▶ [WORK TO BE COMPLETED]:
Below are entries; print them exactly from the first line through the one containing "0 #cdcfe0) drop-shadow(-2px".

===== DATA EXTRACT

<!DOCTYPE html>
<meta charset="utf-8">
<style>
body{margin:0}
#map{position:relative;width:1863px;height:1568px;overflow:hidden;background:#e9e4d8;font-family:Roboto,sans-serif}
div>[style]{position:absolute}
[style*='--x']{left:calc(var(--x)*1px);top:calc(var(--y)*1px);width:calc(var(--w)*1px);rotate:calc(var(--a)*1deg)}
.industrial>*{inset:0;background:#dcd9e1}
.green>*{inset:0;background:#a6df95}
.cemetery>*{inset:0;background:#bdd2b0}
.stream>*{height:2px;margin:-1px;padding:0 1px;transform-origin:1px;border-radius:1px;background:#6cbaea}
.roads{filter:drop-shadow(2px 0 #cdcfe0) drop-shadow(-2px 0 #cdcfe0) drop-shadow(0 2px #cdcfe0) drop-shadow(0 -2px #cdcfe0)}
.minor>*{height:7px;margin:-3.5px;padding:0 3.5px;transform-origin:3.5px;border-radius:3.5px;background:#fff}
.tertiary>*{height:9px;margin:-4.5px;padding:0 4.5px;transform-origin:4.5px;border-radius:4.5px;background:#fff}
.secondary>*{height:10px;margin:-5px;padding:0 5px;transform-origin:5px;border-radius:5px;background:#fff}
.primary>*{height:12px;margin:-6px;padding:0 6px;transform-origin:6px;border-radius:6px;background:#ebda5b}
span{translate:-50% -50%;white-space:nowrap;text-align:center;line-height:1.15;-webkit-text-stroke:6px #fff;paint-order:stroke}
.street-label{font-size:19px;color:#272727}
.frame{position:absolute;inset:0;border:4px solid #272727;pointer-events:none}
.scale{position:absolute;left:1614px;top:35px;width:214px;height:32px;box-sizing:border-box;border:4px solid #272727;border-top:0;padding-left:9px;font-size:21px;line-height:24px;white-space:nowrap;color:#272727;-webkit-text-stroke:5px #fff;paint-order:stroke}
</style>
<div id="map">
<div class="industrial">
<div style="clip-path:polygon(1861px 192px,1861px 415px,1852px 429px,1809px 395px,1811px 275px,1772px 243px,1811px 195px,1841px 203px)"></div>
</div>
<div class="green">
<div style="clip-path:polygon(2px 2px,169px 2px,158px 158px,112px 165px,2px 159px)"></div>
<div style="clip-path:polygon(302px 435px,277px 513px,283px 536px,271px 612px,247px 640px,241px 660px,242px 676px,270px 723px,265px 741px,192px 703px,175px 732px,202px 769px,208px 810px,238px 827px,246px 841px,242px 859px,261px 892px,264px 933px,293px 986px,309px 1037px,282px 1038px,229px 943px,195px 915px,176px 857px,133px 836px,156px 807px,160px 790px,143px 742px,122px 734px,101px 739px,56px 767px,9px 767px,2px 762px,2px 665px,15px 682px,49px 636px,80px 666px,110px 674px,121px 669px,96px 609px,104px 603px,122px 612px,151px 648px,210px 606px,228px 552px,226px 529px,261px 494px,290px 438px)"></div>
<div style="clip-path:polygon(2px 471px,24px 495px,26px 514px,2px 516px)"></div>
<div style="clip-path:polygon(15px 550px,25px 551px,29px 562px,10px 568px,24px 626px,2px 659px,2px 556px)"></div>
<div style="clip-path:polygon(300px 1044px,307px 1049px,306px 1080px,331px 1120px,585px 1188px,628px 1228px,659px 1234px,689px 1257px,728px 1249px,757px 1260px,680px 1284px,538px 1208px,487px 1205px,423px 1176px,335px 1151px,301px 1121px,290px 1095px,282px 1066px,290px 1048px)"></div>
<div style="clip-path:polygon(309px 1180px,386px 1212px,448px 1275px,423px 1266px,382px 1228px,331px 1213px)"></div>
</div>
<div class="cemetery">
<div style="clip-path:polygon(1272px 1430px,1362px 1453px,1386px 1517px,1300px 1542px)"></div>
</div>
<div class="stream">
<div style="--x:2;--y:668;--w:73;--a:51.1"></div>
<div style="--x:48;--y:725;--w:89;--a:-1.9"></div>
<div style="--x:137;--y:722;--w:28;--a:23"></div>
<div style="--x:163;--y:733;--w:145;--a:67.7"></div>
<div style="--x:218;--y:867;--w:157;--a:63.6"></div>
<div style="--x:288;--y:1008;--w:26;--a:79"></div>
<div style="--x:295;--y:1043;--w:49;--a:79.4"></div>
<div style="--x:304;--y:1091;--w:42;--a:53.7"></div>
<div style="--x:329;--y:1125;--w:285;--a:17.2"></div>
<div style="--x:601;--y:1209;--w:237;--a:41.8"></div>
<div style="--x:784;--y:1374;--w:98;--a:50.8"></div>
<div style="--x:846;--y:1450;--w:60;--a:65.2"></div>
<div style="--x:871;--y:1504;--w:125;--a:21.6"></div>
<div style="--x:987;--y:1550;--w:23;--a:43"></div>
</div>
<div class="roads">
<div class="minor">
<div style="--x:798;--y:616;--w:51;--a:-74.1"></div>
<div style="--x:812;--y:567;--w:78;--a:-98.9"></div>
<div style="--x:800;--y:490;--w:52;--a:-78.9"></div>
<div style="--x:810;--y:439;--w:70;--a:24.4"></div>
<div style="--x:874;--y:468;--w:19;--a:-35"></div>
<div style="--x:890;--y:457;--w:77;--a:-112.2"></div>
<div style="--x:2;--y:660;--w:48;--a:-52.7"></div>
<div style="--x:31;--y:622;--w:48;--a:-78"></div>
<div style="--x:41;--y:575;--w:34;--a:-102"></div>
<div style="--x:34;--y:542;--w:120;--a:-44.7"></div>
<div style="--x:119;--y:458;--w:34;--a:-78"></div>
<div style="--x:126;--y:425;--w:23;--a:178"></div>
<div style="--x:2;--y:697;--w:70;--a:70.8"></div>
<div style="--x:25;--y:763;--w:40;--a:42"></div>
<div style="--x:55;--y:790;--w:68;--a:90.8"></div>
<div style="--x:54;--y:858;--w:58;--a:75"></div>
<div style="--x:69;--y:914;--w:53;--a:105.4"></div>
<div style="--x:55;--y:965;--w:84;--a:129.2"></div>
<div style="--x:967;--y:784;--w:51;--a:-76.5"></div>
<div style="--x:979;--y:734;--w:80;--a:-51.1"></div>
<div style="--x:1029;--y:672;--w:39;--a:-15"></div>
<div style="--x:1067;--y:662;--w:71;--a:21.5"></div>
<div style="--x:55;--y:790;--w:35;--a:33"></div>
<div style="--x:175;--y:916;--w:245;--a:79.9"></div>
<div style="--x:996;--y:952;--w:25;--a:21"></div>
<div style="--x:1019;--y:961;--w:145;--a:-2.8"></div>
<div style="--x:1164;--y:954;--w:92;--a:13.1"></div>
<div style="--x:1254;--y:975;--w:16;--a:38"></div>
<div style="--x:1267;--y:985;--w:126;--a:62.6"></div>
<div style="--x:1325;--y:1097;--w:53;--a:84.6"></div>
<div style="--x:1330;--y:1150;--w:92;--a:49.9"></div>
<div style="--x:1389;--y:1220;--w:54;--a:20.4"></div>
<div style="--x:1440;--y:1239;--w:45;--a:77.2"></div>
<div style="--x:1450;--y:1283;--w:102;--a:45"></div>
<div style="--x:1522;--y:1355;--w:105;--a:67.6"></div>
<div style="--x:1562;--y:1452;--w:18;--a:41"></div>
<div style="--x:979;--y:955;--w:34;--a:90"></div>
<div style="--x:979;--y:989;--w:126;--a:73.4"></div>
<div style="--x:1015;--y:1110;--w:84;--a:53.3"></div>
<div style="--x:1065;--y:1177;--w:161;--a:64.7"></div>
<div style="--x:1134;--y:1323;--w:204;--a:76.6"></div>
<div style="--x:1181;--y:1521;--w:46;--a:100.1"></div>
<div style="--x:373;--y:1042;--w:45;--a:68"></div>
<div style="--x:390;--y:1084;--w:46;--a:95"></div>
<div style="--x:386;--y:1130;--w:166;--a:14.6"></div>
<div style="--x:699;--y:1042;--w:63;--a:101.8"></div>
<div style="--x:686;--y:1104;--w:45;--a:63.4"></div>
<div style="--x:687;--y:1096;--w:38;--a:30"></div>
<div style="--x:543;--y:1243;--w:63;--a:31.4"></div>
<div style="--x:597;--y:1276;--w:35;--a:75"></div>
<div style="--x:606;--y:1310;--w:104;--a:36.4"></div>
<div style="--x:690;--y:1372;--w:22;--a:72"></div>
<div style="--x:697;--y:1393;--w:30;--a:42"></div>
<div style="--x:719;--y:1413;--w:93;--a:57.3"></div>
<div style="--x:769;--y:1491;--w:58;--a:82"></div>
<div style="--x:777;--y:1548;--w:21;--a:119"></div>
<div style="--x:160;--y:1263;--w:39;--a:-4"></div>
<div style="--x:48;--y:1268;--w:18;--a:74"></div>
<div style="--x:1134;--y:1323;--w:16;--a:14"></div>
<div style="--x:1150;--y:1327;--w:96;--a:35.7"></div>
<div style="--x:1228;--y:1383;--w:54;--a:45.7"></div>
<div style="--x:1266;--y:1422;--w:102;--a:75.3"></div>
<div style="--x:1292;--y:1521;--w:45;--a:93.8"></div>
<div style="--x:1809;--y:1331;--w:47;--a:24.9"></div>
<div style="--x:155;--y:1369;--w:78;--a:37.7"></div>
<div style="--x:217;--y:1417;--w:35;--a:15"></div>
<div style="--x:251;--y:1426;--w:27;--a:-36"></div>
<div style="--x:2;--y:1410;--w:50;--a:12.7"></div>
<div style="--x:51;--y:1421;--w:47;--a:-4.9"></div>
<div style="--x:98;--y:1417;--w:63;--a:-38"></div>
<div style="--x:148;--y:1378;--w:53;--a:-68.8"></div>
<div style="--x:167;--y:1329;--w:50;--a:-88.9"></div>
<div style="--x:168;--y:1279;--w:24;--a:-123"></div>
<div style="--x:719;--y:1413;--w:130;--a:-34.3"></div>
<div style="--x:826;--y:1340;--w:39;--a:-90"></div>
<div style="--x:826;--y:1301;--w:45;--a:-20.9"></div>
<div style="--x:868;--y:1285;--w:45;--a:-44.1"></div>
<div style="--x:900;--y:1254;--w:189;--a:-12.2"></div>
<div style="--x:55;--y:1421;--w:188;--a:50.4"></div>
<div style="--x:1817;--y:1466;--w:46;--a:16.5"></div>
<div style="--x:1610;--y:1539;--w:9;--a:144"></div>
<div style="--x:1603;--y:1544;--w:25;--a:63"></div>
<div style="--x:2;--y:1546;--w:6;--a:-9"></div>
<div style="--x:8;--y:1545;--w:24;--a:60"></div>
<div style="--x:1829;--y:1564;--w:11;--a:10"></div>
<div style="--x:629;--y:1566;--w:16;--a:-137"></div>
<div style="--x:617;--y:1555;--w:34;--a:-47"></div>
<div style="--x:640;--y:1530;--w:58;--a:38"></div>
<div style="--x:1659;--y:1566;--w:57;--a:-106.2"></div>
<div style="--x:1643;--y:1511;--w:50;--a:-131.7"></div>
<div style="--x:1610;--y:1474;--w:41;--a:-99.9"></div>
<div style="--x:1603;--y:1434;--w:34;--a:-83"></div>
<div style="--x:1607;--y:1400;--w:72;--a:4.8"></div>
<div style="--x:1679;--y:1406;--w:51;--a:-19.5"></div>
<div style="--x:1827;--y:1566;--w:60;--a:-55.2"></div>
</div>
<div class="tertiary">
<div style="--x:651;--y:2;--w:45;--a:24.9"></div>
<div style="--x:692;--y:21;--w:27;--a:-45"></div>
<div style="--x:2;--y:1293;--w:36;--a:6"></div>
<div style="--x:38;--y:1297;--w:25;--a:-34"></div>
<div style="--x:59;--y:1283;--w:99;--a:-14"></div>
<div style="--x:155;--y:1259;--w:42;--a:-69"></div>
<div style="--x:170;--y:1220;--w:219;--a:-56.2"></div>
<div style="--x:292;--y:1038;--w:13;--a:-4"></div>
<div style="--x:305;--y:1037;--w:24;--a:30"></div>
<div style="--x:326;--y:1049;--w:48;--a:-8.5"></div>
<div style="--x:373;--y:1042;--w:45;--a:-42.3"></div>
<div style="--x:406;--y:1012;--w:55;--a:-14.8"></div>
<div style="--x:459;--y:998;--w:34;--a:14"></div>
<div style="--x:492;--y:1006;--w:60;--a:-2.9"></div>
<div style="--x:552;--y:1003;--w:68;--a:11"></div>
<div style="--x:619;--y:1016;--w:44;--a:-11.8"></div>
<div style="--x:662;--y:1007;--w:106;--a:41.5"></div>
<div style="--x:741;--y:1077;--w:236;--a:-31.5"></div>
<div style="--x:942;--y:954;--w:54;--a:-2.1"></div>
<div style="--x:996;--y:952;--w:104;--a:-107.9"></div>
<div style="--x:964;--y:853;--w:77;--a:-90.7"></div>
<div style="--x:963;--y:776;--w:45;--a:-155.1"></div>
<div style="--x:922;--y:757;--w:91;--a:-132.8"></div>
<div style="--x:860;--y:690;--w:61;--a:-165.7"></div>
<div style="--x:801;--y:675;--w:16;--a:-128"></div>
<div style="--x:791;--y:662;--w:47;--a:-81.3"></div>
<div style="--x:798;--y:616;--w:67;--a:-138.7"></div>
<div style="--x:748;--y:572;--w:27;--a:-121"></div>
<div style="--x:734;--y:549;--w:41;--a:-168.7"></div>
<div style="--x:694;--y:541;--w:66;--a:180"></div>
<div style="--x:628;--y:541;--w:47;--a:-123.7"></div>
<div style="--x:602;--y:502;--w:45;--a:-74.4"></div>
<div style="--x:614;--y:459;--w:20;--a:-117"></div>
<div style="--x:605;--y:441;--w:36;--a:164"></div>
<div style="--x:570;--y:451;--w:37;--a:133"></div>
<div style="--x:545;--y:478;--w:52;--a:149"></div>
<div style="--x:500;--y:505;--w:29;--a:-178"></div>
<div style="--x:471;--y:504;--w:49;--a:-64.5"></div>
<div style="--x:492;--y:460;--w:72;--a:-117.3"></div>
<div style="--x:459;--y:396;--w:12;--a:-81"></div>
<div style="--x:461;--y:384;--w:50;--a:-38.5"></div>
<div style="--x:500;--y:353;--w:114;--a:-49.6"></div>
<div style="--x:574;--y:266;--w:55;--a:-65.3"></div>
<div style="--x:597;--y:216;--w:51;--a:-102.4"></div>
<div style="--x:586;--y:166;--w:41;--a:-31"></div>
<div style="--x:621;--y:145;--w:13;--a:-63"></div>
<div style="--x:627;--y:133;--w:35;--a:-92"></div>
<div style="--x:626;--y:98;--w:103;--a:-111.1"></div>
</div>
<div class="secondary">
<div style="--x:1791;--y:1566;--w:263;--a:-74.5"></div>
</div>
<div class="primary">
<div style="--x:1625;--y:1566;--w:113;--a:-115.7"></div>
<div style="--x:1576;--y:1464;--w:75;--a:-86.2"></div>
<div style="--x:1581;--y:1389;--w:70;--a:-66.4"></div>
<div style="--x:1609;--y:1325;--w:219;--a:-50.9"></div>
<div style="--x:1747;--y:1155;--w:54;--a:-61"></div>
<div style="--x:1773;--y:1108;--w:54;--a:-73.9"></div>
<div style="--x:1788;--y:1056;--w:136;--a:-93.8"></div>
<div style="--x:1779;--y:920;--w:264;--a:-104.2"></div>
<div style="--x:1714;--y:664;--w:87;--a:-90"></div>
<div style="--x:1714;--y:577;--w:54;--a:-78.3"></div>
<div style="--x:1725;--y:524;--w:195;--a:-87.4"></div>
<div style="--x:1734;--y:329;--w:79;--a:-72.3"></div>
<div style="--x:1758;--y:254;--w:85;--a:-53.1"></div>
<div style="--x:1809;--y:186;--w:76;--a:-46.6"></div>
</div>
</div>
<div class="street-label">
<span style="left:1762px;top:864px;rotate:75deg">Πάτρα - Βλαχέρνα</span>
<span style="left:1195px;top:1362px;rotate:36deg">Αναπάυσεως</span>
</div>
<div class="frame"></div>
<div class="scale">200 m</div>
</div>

==========

▶ [RESPONSE AREA]:
<!DOCTYPE html>
<meta charset="utf-8">
<style>
body{margin:0}
#map{position:relative;width:1863px;height:1568px;overflow:hidden;background:#e9e4d8;font-family:Roboto,sans-serif}
div>[style]{position:absolute}
[style*='--x']{left:calc(var(--x)*1px);top:calc(var(--y)*1px);width:calc(var(--w)*1px);rotate:calc(var(--a)*1deg)}
.industrial>*{inset:0;background:#dcd9e1}
.green>*{inset:0;background:#a6df95}
.cemetery>*{inset:0;background:#bdd2b0}
.stream>*{height:2px;margin:-1px;padding:0 1px;transform-origin:1px;border-radius:1px;background:#6cbaea}
.roads{filter:drop-shadow(2px 0 #cdcfe0) drop-shadow(-2px 0 #cdcfe0) drop-shadow(0 2px #cdcfe0) drop-shadow(0 -2px #cdcfe0)}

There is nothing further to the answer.